Liu Meina, Jin Yanhui, Yang Lihong, Xie Haixiao, Li Xiaolong, Liu Siqi, Luo Shasha, Wang Mingshan
Center of Laboratory Medicine, the First Affiliated Hospital of Wenzhou Medical University, Wenzhou, Zhejiang 325015, China.
Zhonghua Yi Xue Yi Chuan Xue Za Zhi. 2020 Jun 10;37(6):633-636. doi: 10.3760/cma.j.issn.1003-9406.2020.06.009.
To explore the molecular basis for a Chinese pedigree affected with hereditary coagulation factor VII (FVII) deficiency.

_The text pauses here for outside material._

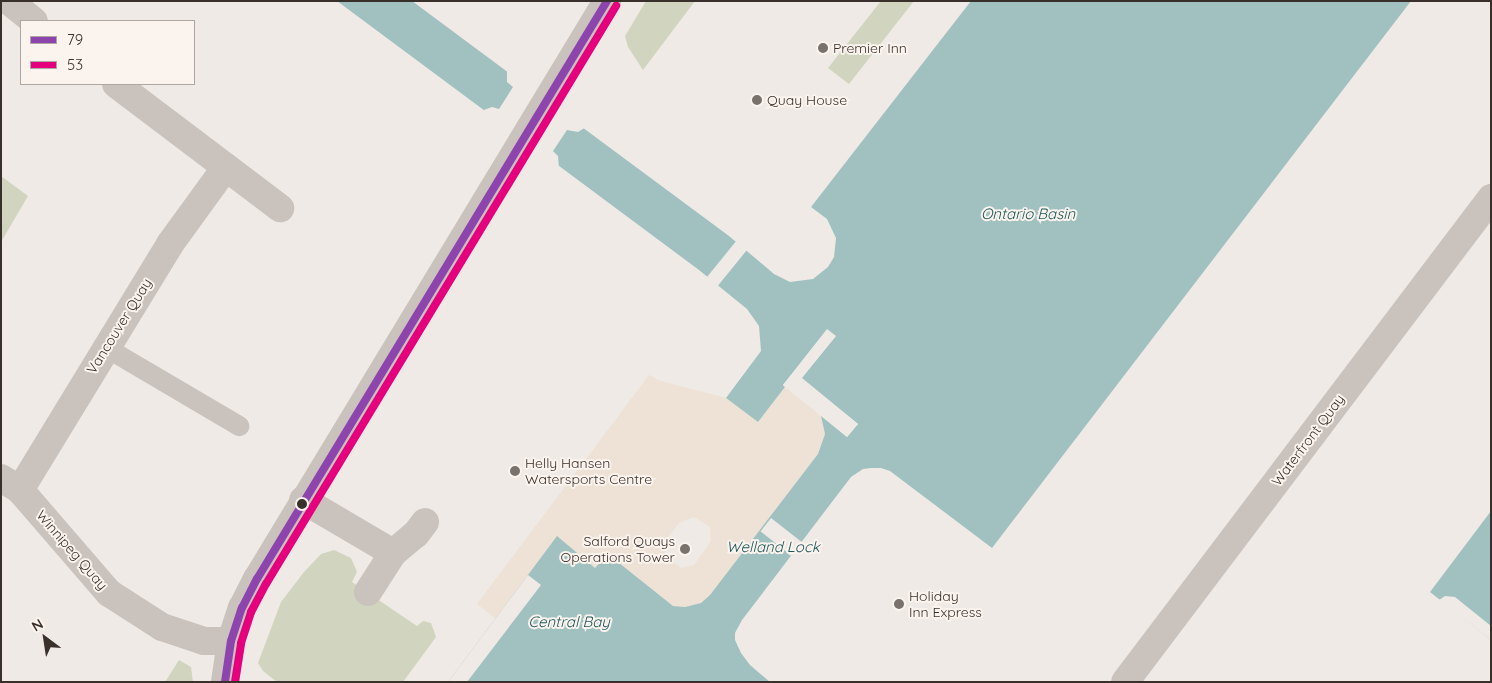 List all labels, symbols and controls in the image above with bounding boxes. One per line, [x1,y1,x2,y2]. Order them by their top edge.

The coding regions of F7 gene were amplified by PCR and sequenced. Suspected variants were confirmed by reverse sequencing and validated in other members from the pedigree. Pathogenicity of the variants was analyzed with multiple bioinformatic tools.
Genetic analysis revealed that the proband has carried compound heterozygous c.985T>C (p.Ser329Pro) and c.1091G>A (p.Arg364Gln) variants in exon 8 of the F7 gene. Her mother, brother and son were heterozygous for c.985T>C (p.Ser329Pro), while her father was heterozygous for c.1091G>A (p.Arg364Gln). Phylogenetic analysis suggested that both p.Ser329 and p.Arg364 are highly conserved among homologous species. Online bioinformatic software predicted both variants to be deleterious. Protein model analysis suggested that the Pro329 side chain may form a new hydrogen bond with Leu333. The Pro benzene ring may clash with Glu325 in the p.Ser329Pro variant model. The p.Arg364Gln variant have two additional hydrogen bonds compared with wild type Arg364. Both variants may lead to alteration of the protein structure.
The p.Ser329Pro and p.Arg364Gln variants in exon 8 of the F7 gene probably account for the reduced FVII in this pedigree.